Complex-weighted Plancherel formula and Jacobi transform (Q1919011)

Let \(D\) be the unit disk in the complex plane \(\mathbb{C}\). Let \({\mathcal D} (D)\) be the space of \(C^\infty\)-functions on \(D\) having compact supports and \({\mathcal D}^\# (D)\) the space of radial functions in \({\mathcal D} (D)\). For \(\nu \in \mathbb{C}\), the representation \(T^\nu\) of the Möbius group \(SU (1,1)\) on \({\mathcal D} (D)\) is defined by \[ \begin{aligned} T^\nu (g) f(z) & = f \left( {\alpha z + \beta \over \overline \beta z + \overline \alpha} \right) (\overline \beta z + \overline \alpha)^{- \nu}, \\ g & = \left( \begin{matrix} \alpha & \beta \\ \overline \beta & \overline \alpha \end{matrix} \right) \in SU(1,1). \end{aligned} \] Let \(L_\nu\) be the invariant Laplacian induced from the representation \(T^\nu\) given by \[ L_\nu = - 4 \bigl( 1 - |z |^2 \bigr)^2 {\partial^2 \over \partial \overline z \partial z} + 4 \nu \bigl( 1 - |z |^2 \bigr) \overline z {\partial \over \partial \overline z} - \nu^2 + 2 \nu \] and \(\varphi^\nu_\lambda (z)\) the radial eigenfunction of \(L_\nu\) satisfying \(\varphi^\nu_\lambda (0) = 1\) and \(L_\nu \varphi^\nu_\lambda (z) = (1 + \lambda^2) \varphi^\nu_\lambda (z)\).

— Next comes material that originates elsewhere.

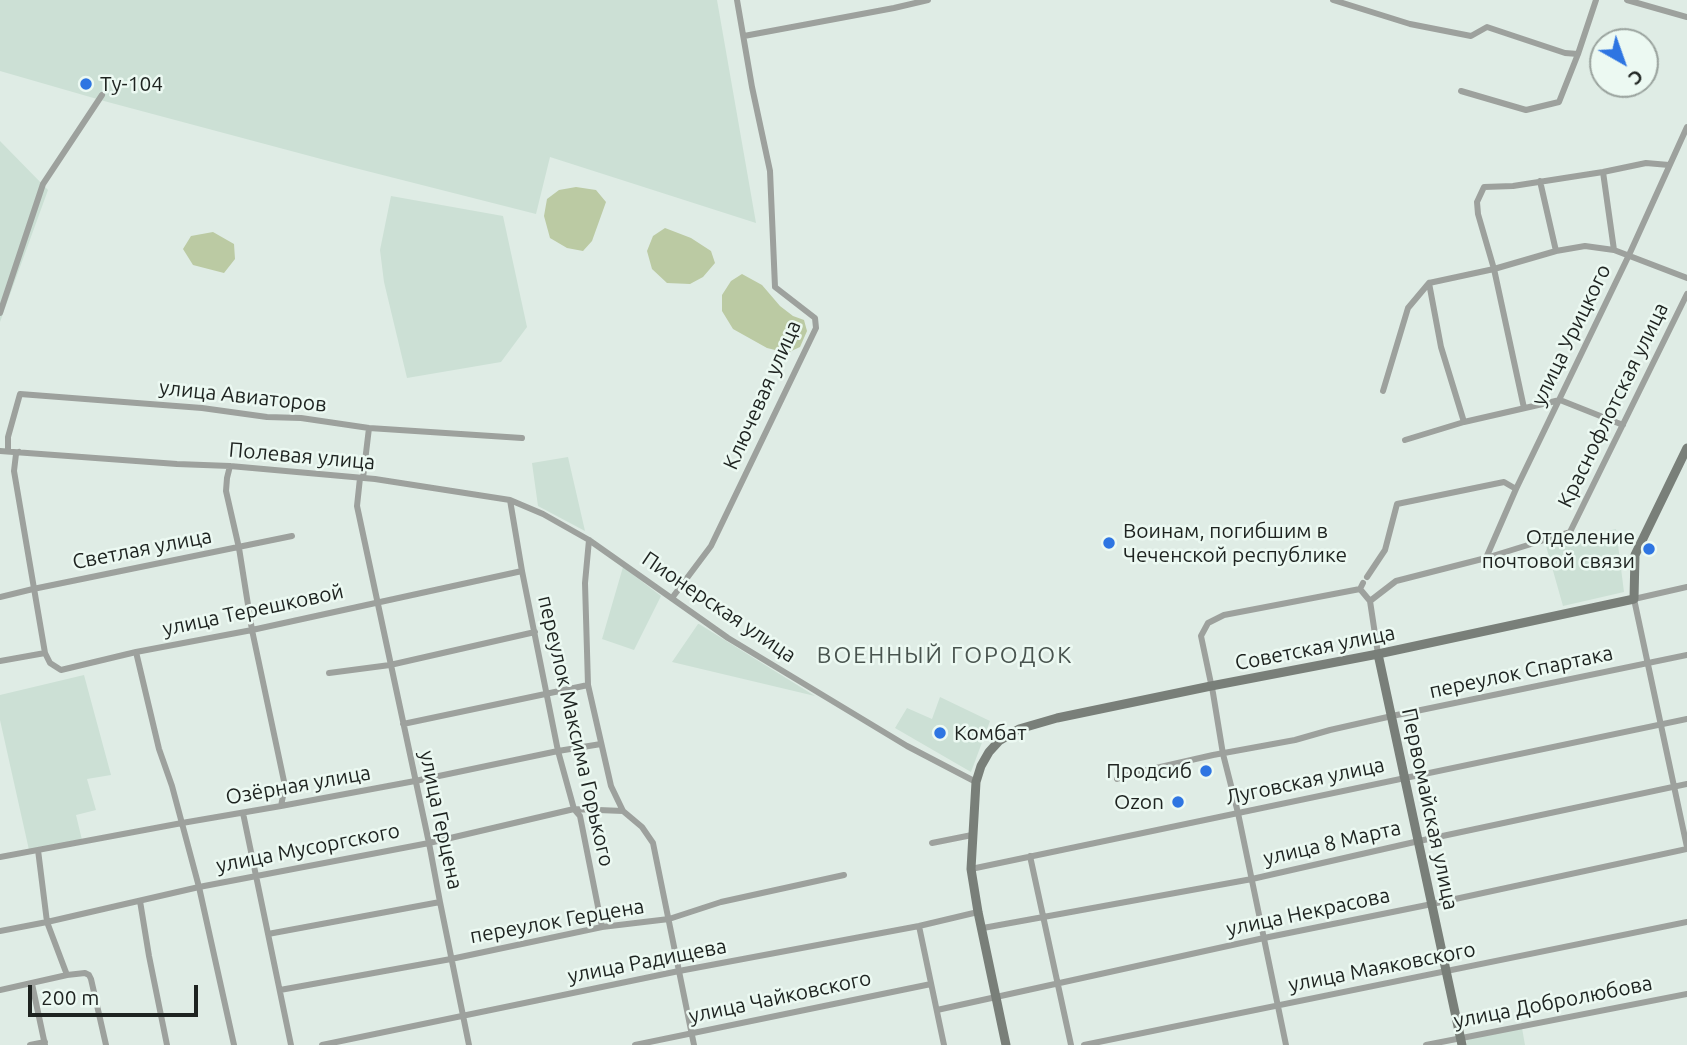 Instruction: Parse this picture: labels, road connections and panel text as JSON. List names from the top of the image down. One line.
{"streets":{"street":["улица Урицкого","Ключевая улица","улица Авиаторов","Краснофлотская улица","Полевая улица","Светлая улица","Пионерская улица","улица Терешковой","Советская улица","переулок Спартака","переулок Максима Горького","Луговская улица","Озёрная улица","Первомайская улица","улица Герцена","улица 8 Марта","улица Мусоргского","улица Некрасова","переулок Герцена","улица Радищева","улица Маяковского","улица Чайковского","улица Добролюбова"]},"crossings":[["улица Урицкого","Краснофлотская улица"],["Ключевая улица","Пионерская улица"],["улица Авиаторов","Полевая улица"],["улица Авиаторов","улица Герцена"],["Полевая улица","Пионерская улица"],["Полевая улица","переулок Максима Горького"],["Полевая улица","улица Герцена"],["Пионерская улица","Советская улица"],["улица Терешковой","переулок Максима Горького"],["улица Терешковой","улица Герцена"],["Советская улица","Первомайская улица"],["переулок Спартака","Первомайская улица"],["переулок Максима Горького","Озёрная улица"],["переулок Максима Горького","улица Мусоргского"],["переулок Максима Горького","переулок Герцена"],["Луговская улица","Первомайская улица"],["Озёрная улица","улица Герцена"],["Первомайская улица","улица 8 Марта"],["Первомайская улица","улица Некрасова"],["Первомайская улица","улица Маяковского"],["Первомайская улица","улица Добролюбова"],["улица Герцена","улица Мусоргского"],["улица Герцена","переулок Герцена"],["улица Герцена","улица Радищева"]],"districts":["ВОЕННЫЙ ГОРОДОК"],"places":["Ту-104","Воинам, погибшим в Чеченской республике","Отделение почтовой связи","Комбат","Продсиб","Ozon"],"scale_bar":"200 m","north":"bottom right"} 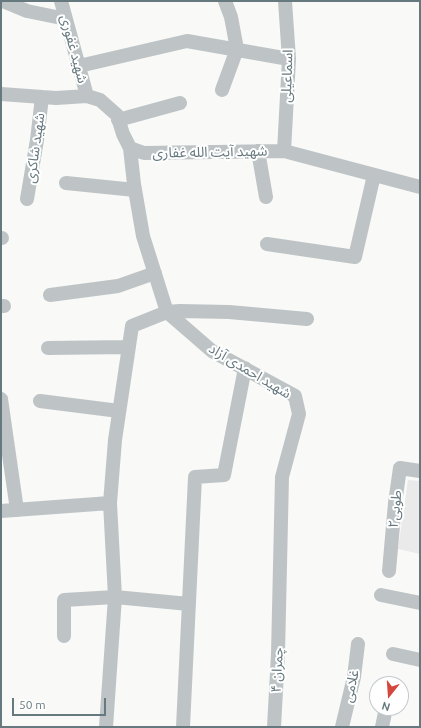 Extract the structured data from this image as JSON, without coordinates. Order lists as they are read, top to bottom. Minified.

For \(f \in {\mathcal D}^\# (D)\), we define the spherical transform \(\widehat f (\lambda)\) by \[ \widehat f (\lambda) = \int_D f(z) \varphi^\nu_\lambda (z) d \mu_\nu (z), \quad \lambda \in \mathbb{C}, \] where \[ d \mu_\nu (z) = \bigl( 1 - |z |^2 \bigr)^{\nu - 2} dxdy, \quad z = x + iy. \] The main results of this paper are analogs of the Paley-Wiener theorem, the inversion formula, and the Plancherel formula for the spherical transform \(\widehat f (\lambda)\). The inversion formula and the Plancherel formula for the case \(\nu = 0\) and the case \(\nu \in \mathbb{R}\) have been established by \textit{S. Helgason} [Topics in harmonic analysis on homogeneous spaces, Progr. Math., vol. 13 (Boston 1981; Zbl 0467.43001)] and \textit{H. Liu} and \textit{L. Peng} [Math. Scand. 72, 99-119 (1993; Zbl 0785.22018)] respectively. In this paper the authors generalize these results to \(\nu \in \mathbb{C}\) by using the Jacobi transform.